My son slept through the night when he was two months old but it was relatively short lived. So at four months we sleep trained him using a combo Ferber/Weissbluth method since he'd already proven he could physically do it and, frankly, I was really freaking tired of feeding him at night. It was only mildly traumatic and mostly for me. He cried his head off for ten minutes, went to sleep, woke up at 2 am, cried his head off for twenty minutes, went to sleep and that was about it. He is a champion sleeper. Or was, I should say.

About six months ago, after he had just turned two but before the baby was born, he started waking up at night. It was right about when we transitioned him to his toddler bed, perhaps too soon. We'd put him to bed and ten minutes later he'd come running out crying that he heard a boom.

Him: The boom!!
Me: There's no boom, honey. You need to go to sleep.
Him: I heard the boom.
(boom)
Me: Sweetie it's the water pipes expanding when the water runs through them in the ceiling.
Him: -
Me: It's the water.
Him: It's the water.

Then he started waking up in the middle of the night, something he hadn't done since he was an infant. The first time he padded into our room and refused to go back to his room so we let him sleep with us. Kiss of death. You give a toddler an inch...

Next night, he wanted to sleep with us again. I told him he had to sleep on the floor.

Next night I played hardball. I walked him back to his bed. He wasn't thrilled about that.
He came back an hour later. I walked him back. We did this about five times. My husband continued snoring.

As an aside: What is it about being a man that makes you biologically deaf when sleeping? From discussing this with girlfriends it seems universal.

The fourth night was better but he was still having trouble falling asleep. He'd come out three or four times after the evening ritual complaining of the boom at which point I'd ask if he wanted to sleep in his crib and he'd say yes. Love the crib.

So we've gone back and forth between the bed and the crib over the last six months. Now he's mostly in his bed. He still talks about the boom but he says, "the boom from the water."

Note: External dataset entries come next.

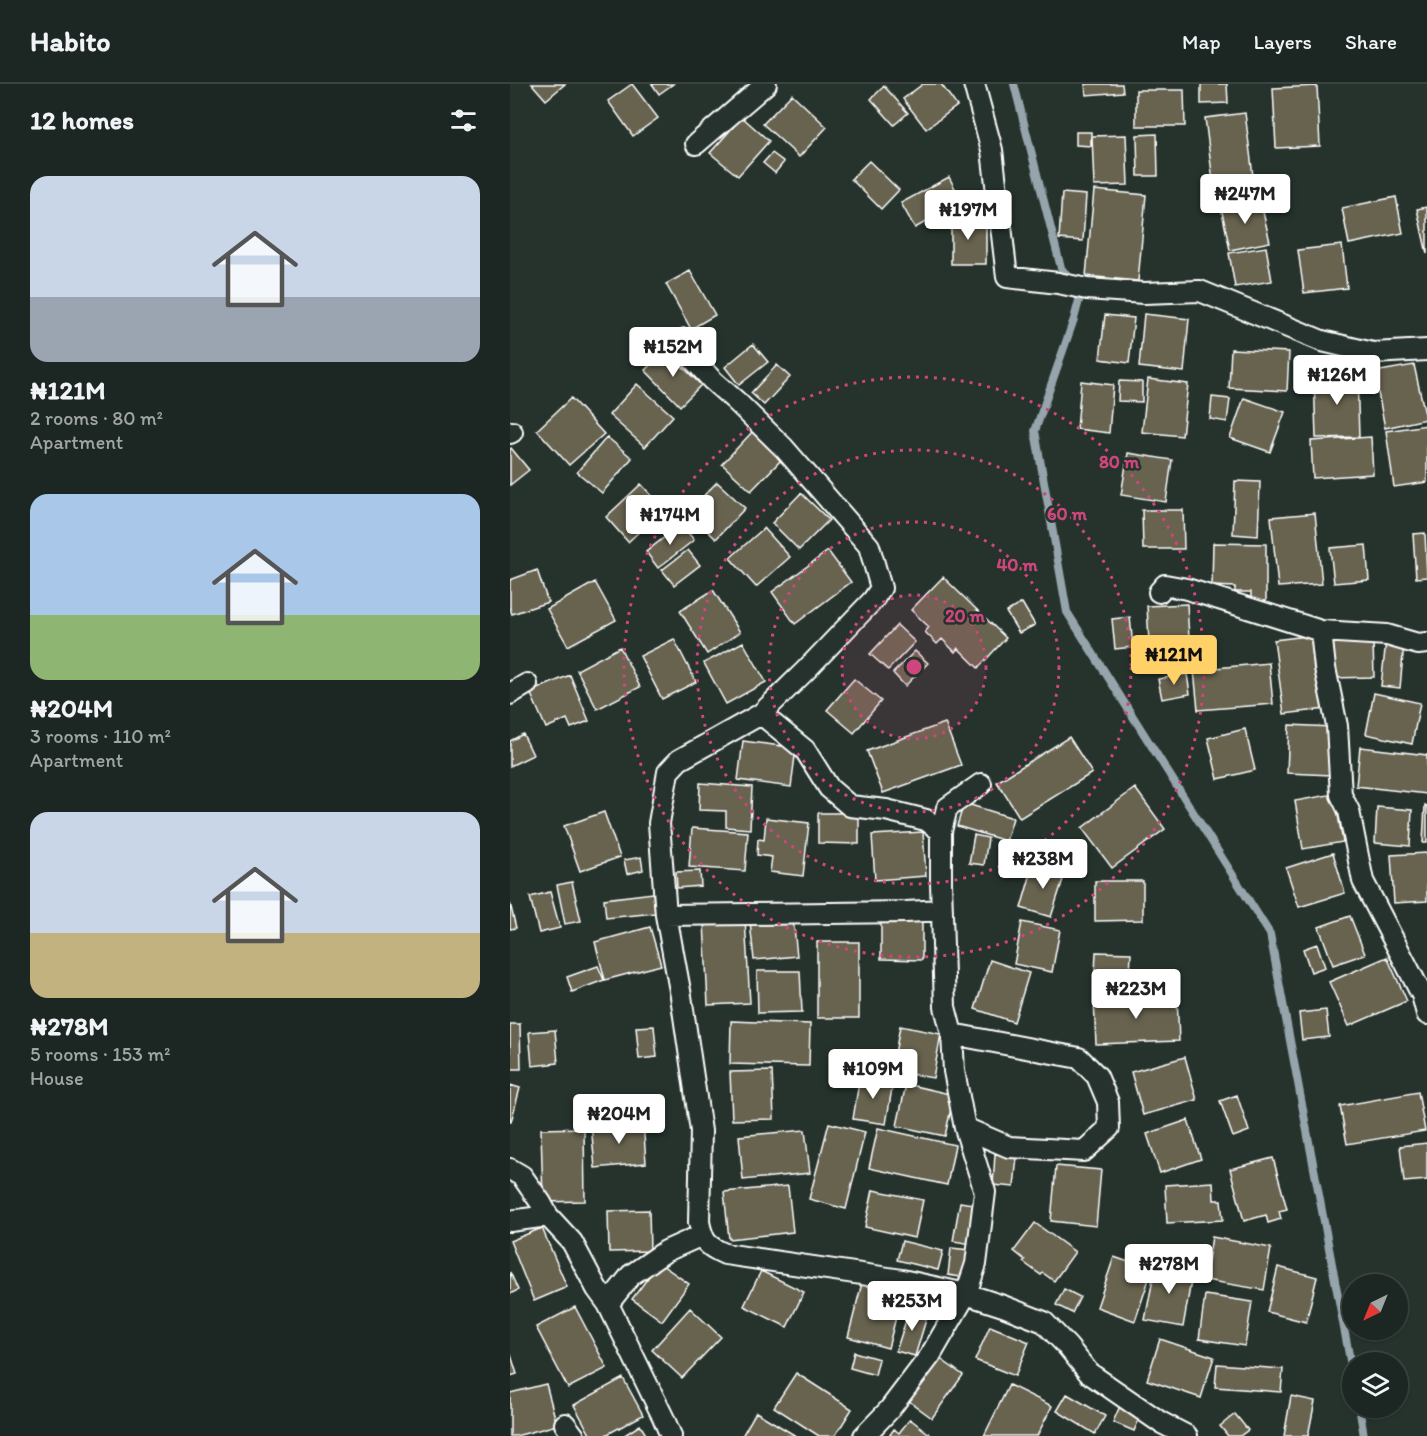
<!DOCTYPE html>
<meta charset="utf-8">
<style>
body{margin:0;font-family:Itim,sans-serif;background:#252e2a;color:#f1f3f6;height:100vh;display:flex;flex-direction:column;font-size:22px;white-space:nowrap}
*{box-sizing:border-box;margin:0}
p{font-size:20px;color:#a0a5a5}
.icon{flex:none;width:33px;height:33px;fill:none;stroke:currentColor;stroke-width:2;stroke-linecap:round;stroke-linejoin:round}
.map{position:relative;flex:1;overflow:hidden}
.drawer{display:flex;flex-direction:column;background:#1c2622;width:510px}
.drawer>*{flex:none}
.needle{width:39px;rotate:223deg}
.tools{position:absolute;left:832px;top:1190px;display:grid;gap:12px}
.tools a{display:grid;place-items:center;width:66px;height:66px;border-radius:50%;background:#1c2622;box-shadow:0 2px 4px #0004,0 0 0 2px #3a4340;font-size:30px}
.price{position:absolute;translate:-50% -51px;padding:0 14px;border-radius:6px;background:#fff;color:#222;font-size:20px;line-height:39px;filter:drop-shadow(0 2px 3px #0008)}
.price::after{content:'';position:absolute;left:50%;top:36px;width:18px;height:14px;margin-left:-9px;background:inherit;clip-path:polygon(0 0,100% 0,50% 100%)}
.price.on{background:#ffd166;color:#111}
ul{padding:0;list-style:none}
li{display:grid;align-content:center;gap:12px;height:318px;padding:0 30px}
li span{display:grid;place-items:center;height:186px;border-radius:18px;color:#555}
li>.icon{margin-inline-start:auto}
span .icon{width:108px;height:108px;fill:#fffc;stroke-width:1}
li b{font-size:26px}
h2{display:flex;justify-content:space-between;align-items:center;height:72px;padding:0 30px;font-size:26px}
header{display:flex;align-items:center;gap:36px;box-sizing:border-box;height:84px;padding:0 30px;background:#1c2622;border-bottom:2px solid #3a4340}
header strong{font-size:28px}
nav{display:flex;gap:33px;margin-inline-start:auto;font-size:21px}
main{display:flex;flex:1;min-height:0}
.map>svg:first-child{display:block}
</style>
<header>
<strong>Habito</strong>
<nav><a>Map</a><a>Layers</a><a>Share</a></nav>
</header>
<main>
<section class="drawer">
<h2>12 homes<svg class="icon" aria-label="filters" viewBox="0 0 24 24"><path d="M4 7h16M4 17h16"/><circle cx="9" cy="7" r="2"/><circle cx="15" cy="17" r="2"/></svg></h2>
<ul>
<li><span style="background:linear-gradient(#c9d6e8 65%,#9aa5b1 0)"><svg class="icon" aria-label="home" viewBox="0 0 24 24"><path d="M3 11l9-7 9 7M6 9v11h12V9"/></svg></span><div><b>₦121M</b><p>2 rooms · 80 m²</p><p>Apartment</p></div></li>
<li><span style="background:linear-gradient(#a9c7e8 65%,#8fb573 0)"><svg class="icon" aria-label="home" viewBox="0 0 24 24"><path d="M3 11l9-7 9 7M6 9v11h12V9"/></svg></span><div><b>₦204M</b><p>3 rooms · 110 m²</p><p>Apartment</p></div></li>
<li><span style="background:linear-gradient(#c9d6e8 65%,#c2b280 0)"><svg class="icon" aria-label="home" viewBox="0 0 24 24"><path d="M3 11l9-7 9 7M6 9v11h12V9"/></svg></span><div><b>₦278M</b><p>5 rooms · 153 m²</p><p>House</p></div></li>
</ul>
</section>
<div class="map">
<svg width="917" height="1352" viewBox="0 0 917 1352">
<rect width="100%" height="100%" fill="#26332d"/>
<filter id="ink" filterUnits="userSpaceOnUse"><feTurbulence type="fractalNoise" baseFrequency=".0167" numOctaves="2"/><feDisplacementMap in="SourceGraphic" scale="12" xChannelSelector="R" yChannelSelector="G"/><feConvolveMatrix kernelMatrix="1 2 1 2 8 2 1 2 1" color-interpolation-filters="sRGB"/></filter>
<g filter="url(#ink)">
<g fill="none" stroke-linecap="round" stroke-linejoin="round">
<path stroke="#95a5ab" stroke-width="8" d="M 504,0 L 551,184 L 561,197
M 569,206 L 571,209 L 564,235 L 525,347 L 557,528 L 760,850 L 843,1292
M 849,1323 L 854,1352"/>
</g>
<path fill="#676350" stroke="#fff" stroke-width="1.5" d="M 22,0 L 55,0 L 36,16 Z
M 122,0 L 148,34 L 123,52 L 98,17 Z
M 142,0 L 163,0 L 149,10 Z
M 413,0 L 431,0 L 447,22 L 416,45 L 393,15 Z
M 575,0 L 612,0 L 613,8 L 576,11 Z
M 691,0 L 717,0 L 718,19 L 691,20 Z
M 374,2 L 398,29 L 384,41 L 361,15 Z
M 807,2 L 810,62 L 766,64 L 763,4 Z
M 626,6 L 674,6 L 675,42 L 626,42 Z
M 282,10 L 317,43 L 289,73 L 253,40 Z
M 735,29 L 743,92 L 703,97 L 695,34 Z
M 232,33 L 259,57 L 228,92 L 200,69 Z
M 566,48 L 581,48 L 581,62 L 566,61 Z
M 647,50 L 648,92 L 628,92 L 627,51 Z
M 616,51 L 618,101 L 584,102 L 582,52 Z
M 262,69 L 274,78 L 265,89 L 253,79 Z
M 359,77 L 389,106 L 371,125 L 341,95 Z
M 439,93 L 452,118 L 405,144 L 391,119 Z
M 584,106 L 636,111 L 628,197 L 576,192 Z
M 552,109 L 576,111 L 573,157 L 549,155 Z
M 886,113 L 893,149 L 839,160 L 832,124 Z
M 750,115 L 760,158 L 720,166 L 711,123 Z
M 917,123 L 917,170 L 907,125 Z
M 441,134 L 476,135 L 476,180 L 441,180 Z
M 832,161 L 837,204 L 794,209 L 788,166 Z
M 756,163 L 762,197 L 725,203 L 719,169 Z
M 180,187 L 205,231 L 181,245 L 156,200 Z
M 634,230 L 679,235 L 674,288 L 629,283 Z
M 595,231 L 624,234 L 619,279 L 590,275 Z
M 243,260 L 258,278 L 229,301 L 215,283 Z
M 721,265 L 779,268 L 777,307 L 719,304 Z
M 156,266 L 191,301 L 170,322 L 135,286 Z
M 267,281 L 280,293 L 254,321 L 241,309 Z
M 904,281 L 916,335 L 875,344 L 864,288 Z
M 847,289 L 849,353 L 806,354 L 804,291 Z
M 638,295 L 678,300 L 672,352 L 632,348 Z
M 571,297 L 603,301 L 599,349 L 567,345 Z
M 609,297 L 632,298 L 632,318 L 608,317 Z
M 127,300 L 163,332 L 135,363 L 99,331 Z
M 702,313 L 720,315 L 717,338 L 700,335 Z
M 61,314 L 94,350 L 59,381 L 27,346 Z
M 734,314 L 775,328 L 760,368 L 720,354 Z
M 917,341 L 917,398 L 884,403 L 876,347 Z
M 245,345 L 274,373 L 241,407 L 212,380 Z
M 97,353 L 122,374 L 92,409 L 67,388 Z
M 861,353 L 863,390 L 803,394 L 801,357 Z
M 1,364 L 19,386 L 0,401 L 0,365 Z
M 618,369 L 662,376 L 656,418 L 611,411 Z
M 725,397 L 750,398 L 748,452 L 723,450 Z
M 207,398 L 235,424 L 206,455 L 178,428 Z
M 131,400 L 154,425 L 118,458 L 96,433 Z
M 291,409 L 319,436 L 289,466 L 262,439 Z
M 632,426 L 673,426 L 674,465 L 633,465 Z
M 805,429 L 812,500 L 768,503 L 761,433 Z
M 171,440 L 184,456 L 148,484 L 136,468 Z
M 254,444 L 280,473 L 246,503 L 220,474 Z
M 915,449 L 917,493 L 906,494 L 903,450 Z
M 703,459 L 756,460 L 756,517 L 741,517 L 741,508 L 725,508 L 725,503 L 702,502 Z
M 856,461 L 859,496 L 824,499 L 820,464 Z
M 178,466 L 190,481 L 164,501 L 152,486 Z
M 318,467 L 341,498 L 285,540 L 262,508 Z
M 27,486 L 38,518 L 2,530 L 0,524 L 0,496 Z
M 433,493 L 496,554 L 468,584 L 448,564 L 445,568 L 432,555 L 427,560 L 415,548 L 419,543 L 401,526 Z
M 85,498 L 106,536 L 58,562 L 37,525 Z
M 203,506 L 230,548 L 197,570 L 170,527 Z
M 512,519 L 525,541 L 509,549 L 496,528 Z
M 677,520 L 679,554 L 639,557 L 637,522 Z
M 620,533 L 623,563 L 605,565 L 602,535 Z
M 387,541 L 405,558 L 378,586 L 360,570 Z
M 805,551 L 816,625 L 774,630 L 764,556 Z
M 164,555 L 186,598 L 152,615 L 130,572 Z
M 876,557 L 894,559 L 890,604 L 871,602 Z
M 233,558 L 256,598 L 216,620 L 194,579 Z
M 822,558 L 863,558 L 864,593 L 822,594 Z
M 110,563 L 130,603 L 87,625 L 67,586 Z
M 405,567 L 418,579 L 395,602 L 383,589 Z
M 759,579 L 763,620 L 688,626 L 684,586 Z
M 677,590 L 680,610 L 652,615 L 648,595 Z
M 60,591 L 79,637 L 61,644 L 57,635 L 36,644 L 20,608 Z
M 344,595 L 371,617 L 344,649 L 317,626 Z
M 864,609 L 910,619 L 902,660 L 856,650 Z
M 435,639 L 451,681 L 373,709 L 357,667 Z
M 779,641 L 823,643 L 821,691 L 777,689 Z
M 735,645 L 745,686 L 708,695 L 698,654 Z
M 13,650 L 23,671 L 0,682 L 0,657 Z
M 559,653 L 582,689 L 510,734 L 487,698 Z
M 233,657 L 286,664 L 281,703 L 228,696 Z
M 850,663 L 917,671 L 917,710 L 846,702 Z
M 190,699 L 242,703 L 240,745 L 216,743 L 216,727 L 189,726 Z
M 625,704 L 655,745 L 602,784 L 572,744 Z
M 824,710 L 833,758 L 793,765 L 785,717 Z
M 454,719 L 503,734 L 496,757 L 447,742 Z
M 915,721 L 917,722 L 917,759 L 913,759 Z
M 867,723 L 902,726 L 900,762 L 865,759 Z
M 94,728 L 110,773 L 70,787 L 54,742 Z
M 308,729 L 349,729 L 349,760 L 308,759 Z
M 256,734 L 299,739 L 293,792 L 260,788 L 262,773 L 247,771 L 248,755 L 254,756 Z
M 182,744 L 238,748 L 235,787 L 179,783 Z
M 413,748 L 416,792 L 365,796 L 362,751 Z
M 464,751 L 478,754 L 474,781 L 459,779 Z
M 823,769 L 835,809 L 789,823 L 776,784 Z
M 917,769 L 917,817 L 884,819 L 881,771 Z
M 131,773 L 133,786 L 117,790 L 114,776 Z
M 524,779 L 555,789 L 541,833 L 511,824 Z
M 190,787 L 191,802 L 167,804 L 166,788 Z
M 585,797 L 633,797 L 633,836 L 585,837 Z
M 62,798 L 71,837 L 55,840 L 47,801 Z
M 40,808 L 50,844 L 29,849 L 20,813 Z
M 143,809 L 145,829 L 96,834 L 94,815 Z
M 0,819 L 6,844 L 0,845 Z
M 840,832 L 855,870 L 823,881 L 809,843 Z
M 283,834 L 287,872 L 244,876 L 240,838 Z
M 235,836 L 240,919 L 198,921 L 194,838 Z
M 371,837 L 412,837 L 412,876 L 371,875 Z
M 512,838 L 550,846 L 542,888 L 504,880 Z
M 140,843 L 151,881 L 95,896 L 85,858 Z
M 307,858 L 349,858 L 349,934 L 307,934 Z
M 807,860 L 815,883 L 801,888 L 793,865 Z
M 586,868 L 621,869 L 619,912 L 584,911 Z
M 877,873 L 897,917 L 839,942 L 819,898 Z
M 480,876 L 519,889 L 504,938 L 465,925 Z
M 88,882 L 94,896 L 62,908 L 57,893 Z
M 247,887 L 290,887 L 292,928 L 248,929 Z
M 667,912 L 669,957 L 586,960 L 584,915 Z
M 816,926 L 819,953 L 792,956 L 789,929 Z
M 221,937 L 300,940 L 299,982 L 220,980 Z
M 0,940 L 10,940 L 11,985 L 0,985 Z
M 144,942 L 147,973 L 129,975 L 126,943 Z
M 390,942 L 431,950 L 423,994 L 382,987 Z
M 45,946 L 48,979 L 22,982 L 19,948 Z
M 675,973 L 687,1016 L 633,1031 L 621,988 Z
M 262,987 L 264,1035 L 222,1036 L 220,988 Z
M 350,992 L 383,998 L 376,1040 L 343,1035 Z
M 396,1000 L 444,1011 L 435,1052 L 387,1042 Z
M 0,1001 L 10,1004 L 1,1038 L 0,1038 Z
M 908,1008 L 915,1047 L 837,1060 L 830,1022 Z
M 727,1011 L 739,1047 L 723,1053 L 710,1017 Z
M 133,1036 L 136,1079 L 85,1084 L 81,1040 L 101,1039 L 102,1048 L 119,1046 L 118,1037 Z
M 678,1036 L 691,1075 L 650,1089 L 637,1050 Z
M 319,1039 L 355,1048 L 336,1125 L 299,1115 Z
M 74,1044 L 75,1117 L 33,1118 L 31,1045 Z
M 368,1044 L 445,1061 L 437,1101 L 359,1084 Z
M 295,1046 L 300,1089 L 233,1096 L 229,1052 Z
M 917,1059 L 917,1096 L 894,1098 L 890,1062 Z
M 485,1070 L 507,1072 L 504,1103 L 483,1101 Z
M 763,1074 L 777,1125 L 769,1127 L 771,1135 L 758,1139 L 756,1131 L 734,1137 L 720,1085 Z
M 546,1082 L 591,1086 L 586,1142 L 541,1137 Z
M 703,1098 L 704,1116 L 711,1116 L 713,1136 L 657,1139 L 655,1101 Z
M 278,1102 L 283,1148 L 219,1155 L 214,1108 Z
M 363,1106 L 413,1116 L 405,1154 L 355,1143 Z
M 450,1118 L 469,1121 L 462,1160 L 443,1157 Z
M 139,1126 L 140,1167 L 99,1168 L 98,1127 Z
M 525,1139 L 565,1168 L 544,1197 L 533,1189 L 531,1191 L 513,1178 L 515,1176 L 504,1167 Z
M 32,1144 L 57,1203 L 24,1217 L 0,1157 Z
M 702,1153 L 761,1164 L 754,1206 L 695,1196 Z
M 392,1157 L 433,1167 L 428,1186 L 387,1176 Z
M 441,1164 L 460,1166 L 457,1194 L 438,1191 Z
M 604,1173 L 642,1186 L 625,1237 L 587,1223 Z
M 149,1179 L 179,1200 L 152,1237 L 122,1215 Z
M 646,1179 L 683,1186 L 673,1243 L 635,1236 Z
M 768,1183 L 807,1193 L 796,1238 L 757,1228 Z
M 251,1187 L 294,1208 L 277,1243 L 234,1222 Z
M 0,1188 L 8,1206 L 0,1210 Z
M 352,1199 L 392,1210 L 378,1264 L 338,1253 Z
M 554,1205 L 570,1213 L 562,1229 L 546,1221 Z
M 695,1211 L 742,1218 L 735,1262 L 689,1255 Z
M 65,1223 L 97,1284 L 58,1304 L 26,1243 Z
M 180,1224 L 211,1253 L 172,1294 L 142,1266 Z
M 400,1224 L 418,1229 L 405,1272 L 386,1267 Z
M 480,1242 L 519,1258 L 505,1292 L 465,1276 Z
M 650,1255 L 704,1273 L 691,1314 L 637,1296 Z
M 344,1268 L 369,1275 L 365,1291 L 340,1284 Z
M 1,1271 L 7,1290 L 0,1292 L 0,1272 Z
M 429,1274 L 453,1291 L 422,1334 L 399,1317 Z
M 707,1280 L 773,1285 L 771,1308 L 705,1303 Z
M 286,1289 L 342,1325 L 325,1352 L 309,1352 L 264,1323 Z
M 113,1294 L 133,1331 L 94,1352 L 81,1352 L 64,1321 Z
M 36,1300 L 47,1341 L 6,1352 L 0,1352 L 0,1309 Z
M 499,1301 L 542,1322 L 527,1352 L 474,1352 Z
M 557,1310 L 595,1332 L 585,1350 L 547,1327 Z
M 781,1312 L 805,1317 L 798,1352 L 774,1352 Z
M 610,1322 L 631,1331 L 624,1347 L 603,1338 Z
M 246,1328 L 286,1352 L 232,1352 Z
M 725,1330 L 738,1346 L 730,1352 L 718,1352 L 710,1342 Z
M 400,1335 L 422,1352 L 379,1352 L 384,1345 L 389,1349 Z
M 130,1341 L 137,1352 L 113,1352 Z"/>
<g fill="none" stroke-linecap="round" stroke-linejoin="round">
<g stroke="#fff" stroke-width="24">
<path id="street" d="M 464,0 L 482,66 L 497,193 L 548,199 L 577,205 L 634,209 L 690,207 L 812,257 L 863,269 L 917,266
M 186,60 L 256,0
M 175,255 L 174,265 L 202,296 L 226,317 L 274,364 L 359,462 L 371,504 L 363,516 L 295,587 L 251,630 L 169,676 L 158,688 L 149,739 L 156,831 L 171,912 L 191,1047 L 189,1138 C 193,1157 196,1162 215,1170 L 392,1196 L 456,1210 L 493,1222 L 534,1238 L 558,1263 L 579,1289 L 650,1338 L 677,1352
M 0,349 L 2,348
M 649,508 L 655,501 L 677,505 L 811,547 L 877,551 L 908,560 L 917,559
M 811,547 L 815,584 L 827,642 L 831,711 L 839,727 L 853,797 L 912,911 L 917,930
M 0,610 L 17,600
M 251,630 L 295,666 L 319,704 L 340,722 L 376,726 L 416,736 L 431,747
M 156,831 L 396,828 L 432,826
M 442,950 L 569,974 L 587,992 L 598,1018 L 599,1044 L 574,1067 L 499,1063 L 455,1044
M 0,1085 L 12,1092 L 31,1119 L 38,1132 L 62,1158 L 87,1205 L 98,1220 L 153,1333 L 161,1352
M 0,1137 L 38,1132
M 98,1220 L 121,1191 L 156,1167 L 192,1151
M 55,1340 L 64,1352
M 354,1352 L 379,1326 L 420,1272 L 456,1210 L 466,1180 L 475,1108 L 455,1044 L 444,987 L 442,950 L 435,923 L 431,799 L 431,747 L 437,724 L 471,700"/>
</g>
<use href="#street" stroke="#26332d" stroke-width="20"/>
</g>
</g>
<circle cx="404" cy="583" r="72" fill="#ce467c" fill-opacity=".12"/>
<g fill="none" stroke="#ce467c" stroke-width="3" stroke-dasharray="3 6">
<circle cx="404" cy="583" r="72"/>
<circle cx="404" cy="583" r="145"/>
<circle cx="404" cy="583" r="217"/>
<circle cx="404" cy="583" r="290"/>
</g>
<circle cx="404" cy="583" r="9" fill="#ce467c" stroke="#26332d" stroke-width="3"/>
<g font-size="18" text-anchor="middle" font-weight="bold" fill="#ce467c" stroke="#26332d" stroke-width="5" stroke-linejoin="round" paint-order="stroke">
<text x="609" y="384">80 m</text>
<text x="557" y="436">60 m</text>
<text x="507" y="487">40 m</text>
<text x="455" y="538">20 m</text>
</g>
</svg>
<div class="tools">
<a><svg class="needle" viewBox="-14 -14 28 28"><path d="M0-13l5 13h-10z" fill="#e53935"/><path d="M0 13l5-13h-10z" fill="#a0a5a5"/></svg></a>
<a><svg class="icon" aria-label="layers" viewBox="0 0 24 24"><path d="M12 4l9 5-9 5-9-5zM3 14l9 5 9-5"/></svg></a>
</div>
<b class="price" style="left:735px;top:141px">₦247M</b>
<b class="price" style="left:458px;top:157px">₦197M</b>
<b class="price" style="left:163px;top:294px">₦152M</b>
<b class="price" style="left:827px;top:322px">₦126M</b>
<b class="price" style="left:160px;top:462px">₦174M</b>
<b class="price on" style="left:664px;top:602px">₦121M</b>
<b class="price" style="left:533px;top:806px">₦238M</b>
<b class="price" style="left:626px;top:936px">₦223M</b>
<b class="price" style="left:363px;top:1016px">₦109M</b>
<b class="price" style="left:109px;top:1061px">₦204M</b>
<b class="price" style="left:659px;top:1211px">₦278M</b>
<b class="price" style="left:402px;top:1248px">₦253M</b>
</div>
</main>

One day, curious to know if nightmares were causing this night waking, I asked him if he sees pictures in his head while he's sleeping and he said yes.

Him: Of aba.
Me: You see aba when you're asleep.
Him: Ya, in the window.
Me: What's he doing?
Him: He has the knife...

Cue: scary music. Now, my son calls several things knives. A pair of scissors. The weed-whacker. Garden clippers... But it was definitely a Stephan King moment. Is my husband a knife-wielding psychopath? Probably not since he's sleeping and deaf in the next room.